1. **Model Selection**: OpenAI offers multiple embedding models, such as `text-embedding-3-small` and `text-embedding-3-large`. Choose the one that best fits your use case.

2. **Dimension Customization**: The `dimension` parameter allows you to control the size of the embedding vector. Smaller dimensions reduce computational cost but may lose some information.
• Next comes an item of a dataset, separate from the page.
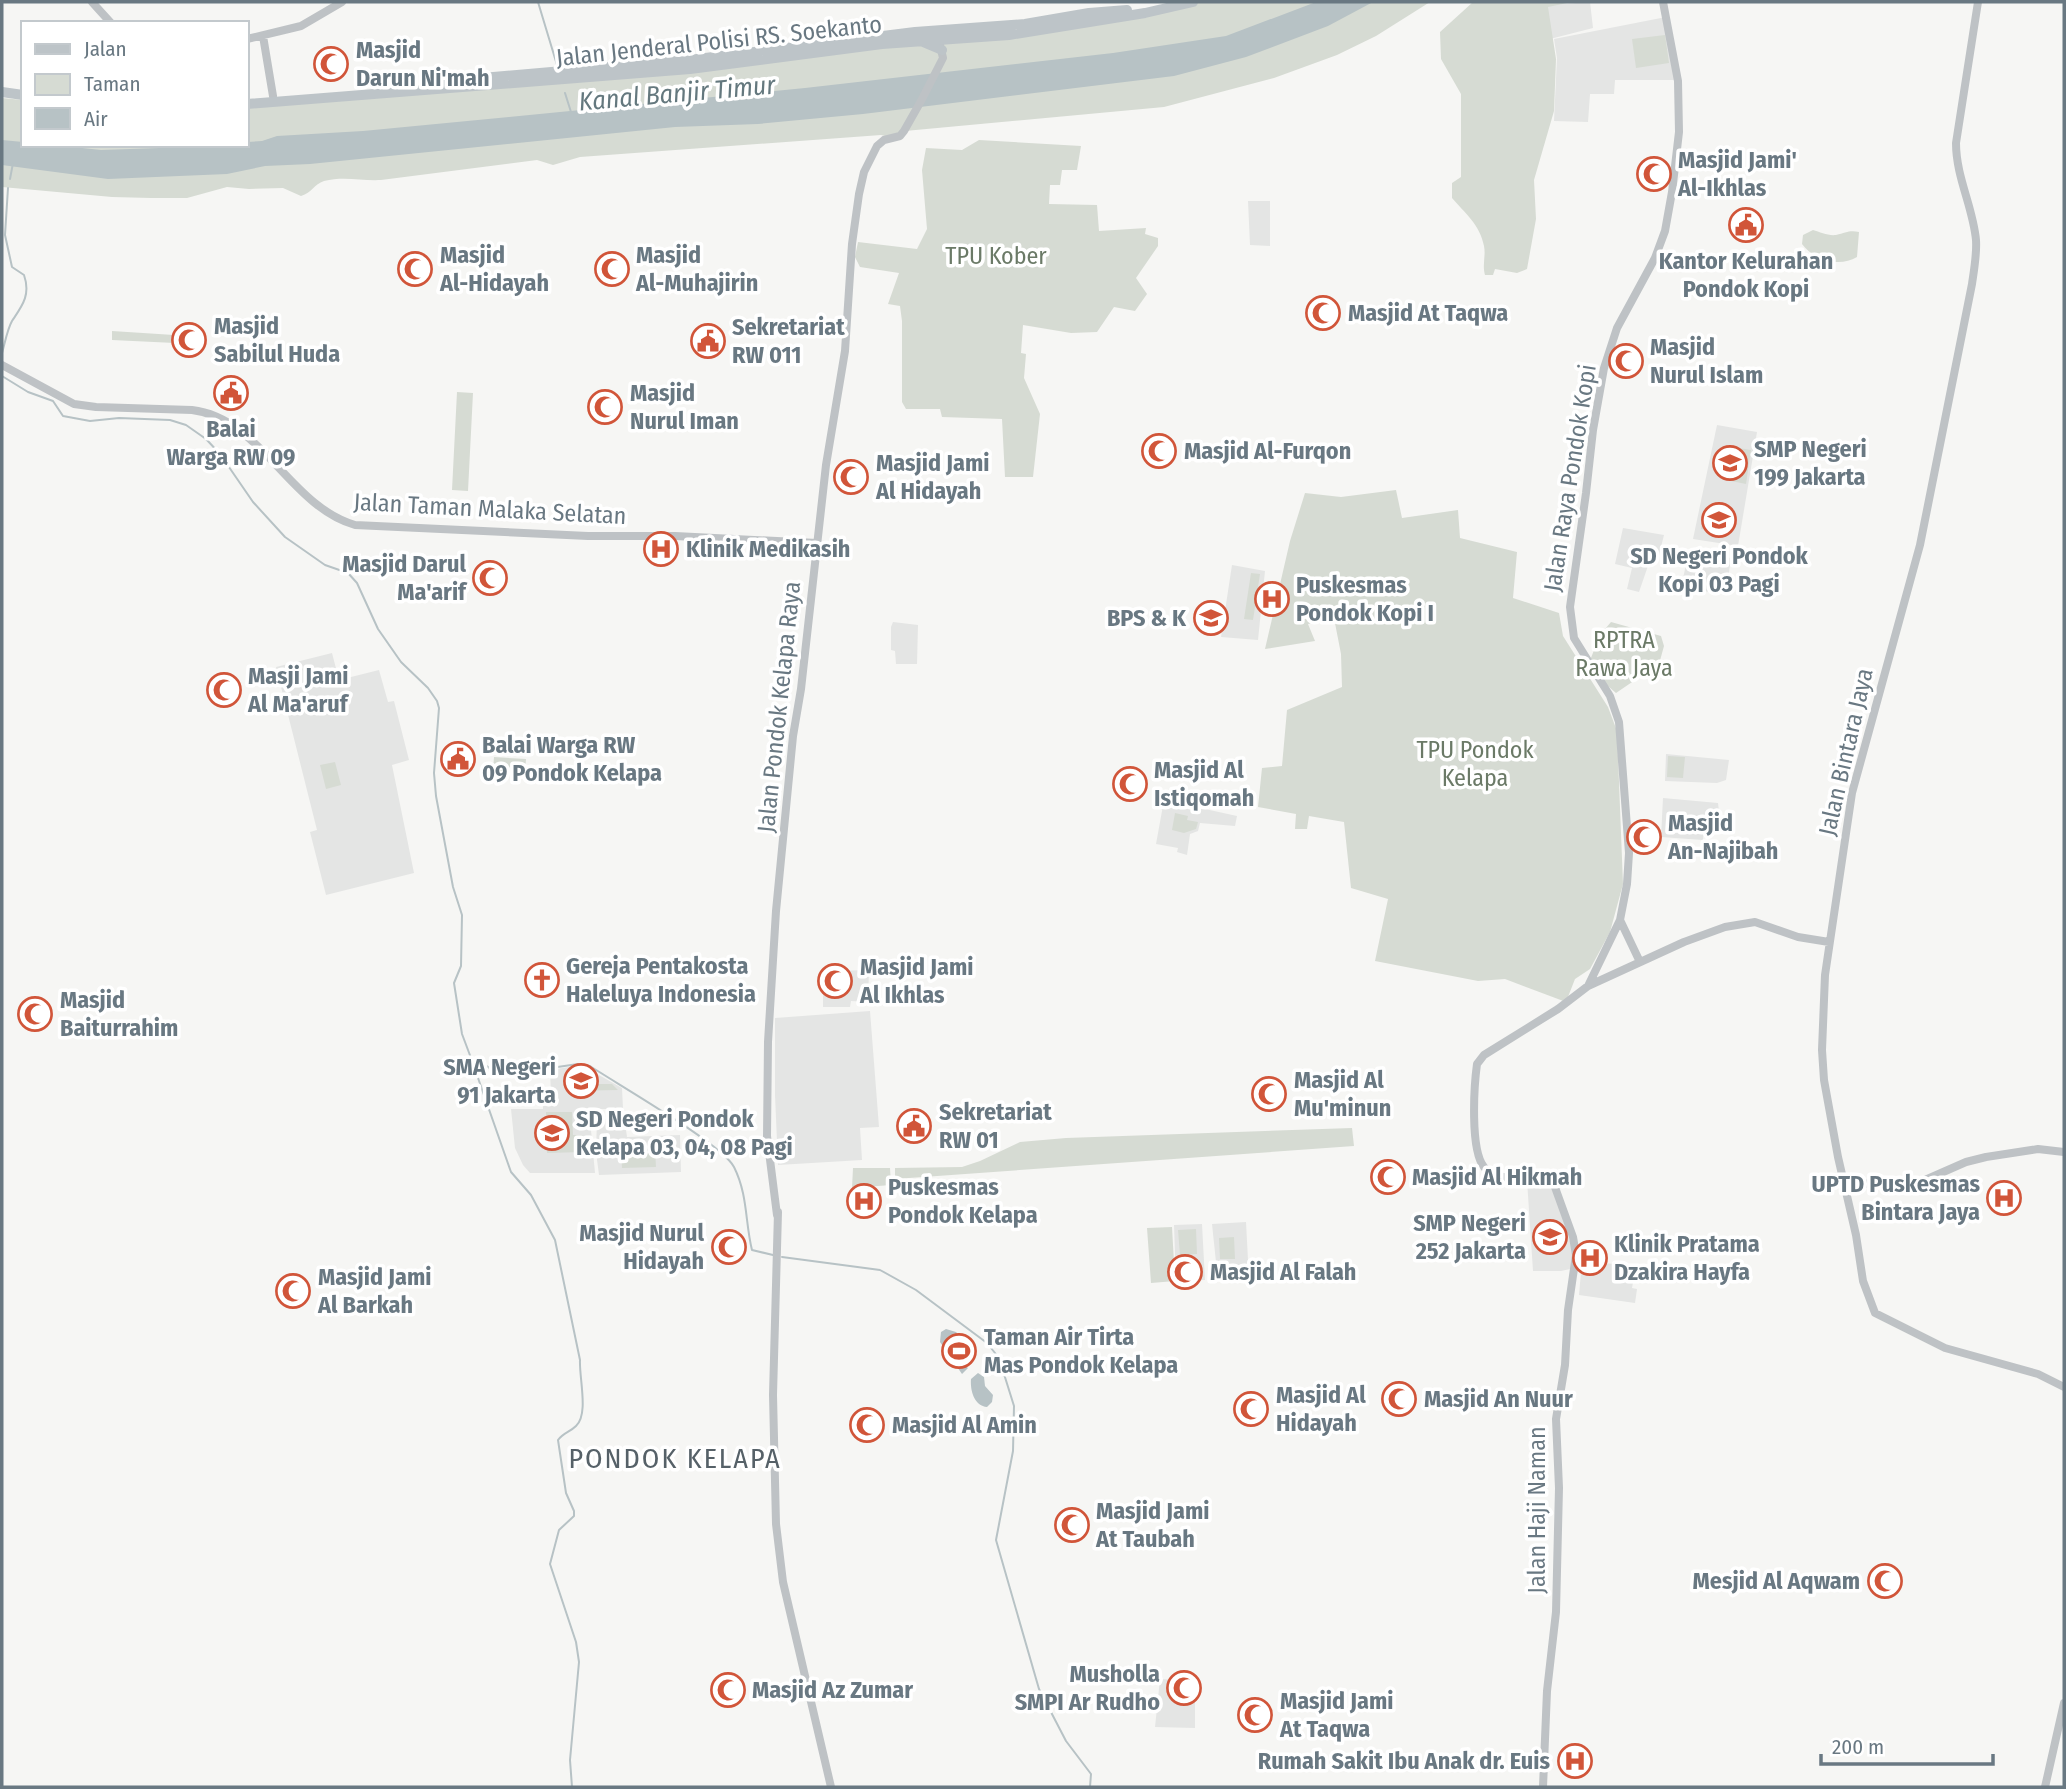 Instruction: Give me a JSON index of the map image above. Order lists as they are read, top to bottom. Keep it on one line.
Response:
{"streets":{"main road":["Jalan Jenderal Polisi RS. Soekanto"],"street":["Jalan Raya Pondok Kopi","Jalan Taman Malaka Selatan","Jalan Pondok Kelapa Raya","Jalan Bintara Jaya","Jalan Haji Naman"]},"crossings":[["Jalan Jenderal Polisi RS. Soekanto","Jalan Pondok Kelapa Raya"],["Jalan Raya Pondok Kopi","Jalan Haji Naman"],["Jalan Taman Malaka Selatan","Jalan Pondok Kelapa Raya"],["Jalan Bintara Jaya","Jalan Haji Naman"]],"districts":["PONDOK KELAPA"],"water":["Kanal Banjir Timur"],"parks":["TPU Kober","RPTRA Rawa Jaya","TPU Pondok Kelapa"],"places":{"mosque":["Masjid Darun Ni'mah","Masjid Jami' Al-Ikhlas","Masjid Al-Hidayah","Masjid Al-Muhajirin","Masjid At Taqwa","Masjid Sabilul Huda","Masjid Nurul Islam","Masjid Nurul Iman","Masjid Al-Furqon","Masjid Jami Al Hidayah","Masjid Darul Ma'arif","Masji Jami Al Ma'aruf","Masjid Al Istiqomah","Masjid An-Najibah","Masjid Jami Al Ikhlas","Masjid Baiturrahim","Masjid Al Mu'minun","Masjid Al Hikmah","Masjid Nurul Hidayah","Masjid Al Falah","Masjid Jami Al Barkah","Masjid An Nuur","Masjid Al Hidayah","Masjid Al Amin","Masjid Jami At Taubah","Mesjid Al Aqwam","Musholla SMPI Ar Rudho","Masjid Az Zumar","Masjid Jami At Taqwa"],"public building":["Kantor Kelurahan Pondok Kopi","Sekretariat RW 011","Balai Warga RW 09","Balai Warga RW 09 Pondok Kelapa","Sekretariat RW 01"],"school or university":["SMP Negeri 199 Jakarta","SD Negeri Pondok Kopi 03 Pagi","BPS & K","SMA Negeri 91 Jakarta","SD Negeri Pondok Kelapa 03, 04, 08 Pagi","SMP Negeri 252 Jakarta"],"hospital":["Klinik Medikasih","Puskesmas Pondok Kopi I","UPTD Puskesmas Bintara Jaya","Puskesmas Pondok Kelapa","Klinik Pratama Dzakira Hayfa","Rumah Sakit Ibu Anak dr. Euis"],"church":["Gereja Pentakosta Haleluya Indonesia"],"sports":["Taman Air Tirta Mas Pondok Kelapa"]},"legend":["Jalan","Taman","Air"],"scale_bar":"200 m"}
3. **Error Handling**: Always include error handling to manage API rate limits or connectivity issues. For example:
   ```python
   try:
       result = embedding.embed_query(sentence)
       print(str(result))
   except Exception as e:
       print(f"An error occurred: {e}")
   ```

---

### **Next Steps**
- Explore other embedding models, such as those from Hugging Face or Cohere.
- Use embeddings to build a semantic search engine or recommendation system.
- Compare the performance of different embedding models for your specific use case.